→ **Dataset content**
◆ ◆ ◆ ◆ ◆
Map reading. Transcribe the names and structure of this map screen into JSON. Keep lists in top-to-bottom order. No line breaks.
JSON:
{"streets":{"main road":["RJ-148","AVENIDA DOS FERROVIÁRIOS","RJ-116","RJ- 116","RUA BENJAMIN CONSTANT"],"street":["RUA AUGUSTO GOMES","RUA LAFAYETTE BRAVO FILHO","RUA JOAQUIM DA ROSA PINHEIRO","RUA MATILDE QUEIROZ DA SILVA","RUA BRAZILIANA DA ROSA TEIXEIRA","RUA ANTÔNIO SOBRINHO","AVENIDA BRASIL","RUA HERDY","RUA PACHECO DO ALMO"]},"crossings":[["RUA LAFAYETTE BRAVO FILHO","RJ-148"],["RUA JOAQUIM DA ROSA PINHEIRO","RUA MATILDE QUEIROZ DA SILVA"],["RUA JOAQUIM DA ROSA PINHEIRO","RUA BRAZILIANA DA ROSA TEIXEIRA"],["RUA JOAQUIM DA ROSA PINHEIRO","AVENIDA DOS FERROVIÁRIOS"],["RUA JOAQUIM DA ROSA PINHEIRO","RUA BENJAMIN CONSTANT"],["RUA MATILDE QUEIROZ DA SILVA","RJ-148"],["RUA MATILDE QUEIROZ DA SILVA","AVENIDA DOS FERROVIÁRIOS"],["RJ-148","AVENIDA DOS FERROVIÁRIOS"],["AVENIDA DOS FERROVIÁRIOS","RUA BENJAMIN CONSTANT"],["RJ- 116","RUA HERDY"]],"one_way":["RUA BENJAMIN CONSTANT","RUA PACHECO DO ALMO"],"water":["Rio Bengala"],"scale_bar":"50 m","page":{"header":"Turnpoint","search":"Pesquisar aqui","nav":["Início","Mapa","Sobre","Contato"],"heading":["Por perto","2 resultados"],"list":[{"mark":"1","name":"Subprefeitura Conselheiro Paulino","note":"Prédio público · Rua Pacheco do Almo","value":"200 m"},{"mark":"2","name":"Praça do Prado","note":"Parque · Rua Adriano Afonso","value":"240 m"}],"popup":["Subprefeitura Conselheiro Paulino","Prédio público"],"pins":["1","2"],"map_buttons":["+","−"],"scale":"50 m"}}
◆ ◆ ◆ ◆ ◆
→ **Task details**
Set down all the data exactly as given.

→ **Output**
Map reading. Transcribe the names and structure of this map screen into JSON. Keep lists in top-to-bottom order. No line breaks.
JSON:
{"streets":{"main road":["RJ-148","AVENIDA DOS FERROVIÁRIOS","RJ-116","RJ- 116","RUA BENJAMIN CONSTANT"],"street":["RUA AUGUSTO GOMES","RUA LAFAYETTE BRAVO FILHO","RUA JOAQUIM DA ROSA PINHEIRO","RUA MATILDE QUEIROZ DA SILVA","RUA BRAZILIANA DA ROSA TEIXEIRA","RUA ANTÔNIO SOBRINHO","AVENIDA BRASIL","RUA HERDY","RUA PACHECO DO ALMO"]},"crossings":[["RUA LAFAYETTE BRAVO FILHO","RJ-148"],["RUA JOAQUIM DA ROSA PINHEIRO","RUA MATILDE QUEIROZ DA SILVA"],["RUA JOAQUIM DA ROSA PINHEIRO","RUA BRAZILIANA DA ROSA TEIXEIRA"],["RUA JOAQUIM DA ROSA PINHEIRO","AVENIDA DOS FERROVIÁRIOS"],["RUA JOAQUIM DA ROSA PINHEIRO","RUA BENJAMIN CONSTANT"],["RUA MATILDE QUEIROZ DA SILVA","RJ-148"],["RUA MATILDE QUEIROZ DA SILVA","AVENIDA DOS FERROVIÁRIOS"],["RJ-148","AVENIDA DOS FERROVIÁRIOS"],["AVENIDA DOS FERROVIÁRIOS","RUA BENJAMIN CONSTANT"],["RJ- 116","RUA HERDY"]],"one_way":["RUA BENJAMIN CONSTANT","RUA PACHECO DO ALMO"],"water":["Rio Bengala"],"scale_bar":"50 m","page":{"header":"Turnpoint","search":"Pesquisar aqui","nav":["Início","Mapa","Sobre","Contato"],"heading":["Por perto","2 resultados"],"list":[{"mark":"1","name":"Subprefeitura Conselheiro Paulino","note":"Prédio público · Rua Pacheco do Almo","value":"200 m"},{"mark":"2","name":"Praça do Prado","note":"Parque · Rua Adriano Afonso","value":"240 m"}],"popup":["Subprefeitura Conselheiro Paulino","Prédio público"],"pins":["1","2"],"map_buttons":["+","−"],"scale":"50 m"}}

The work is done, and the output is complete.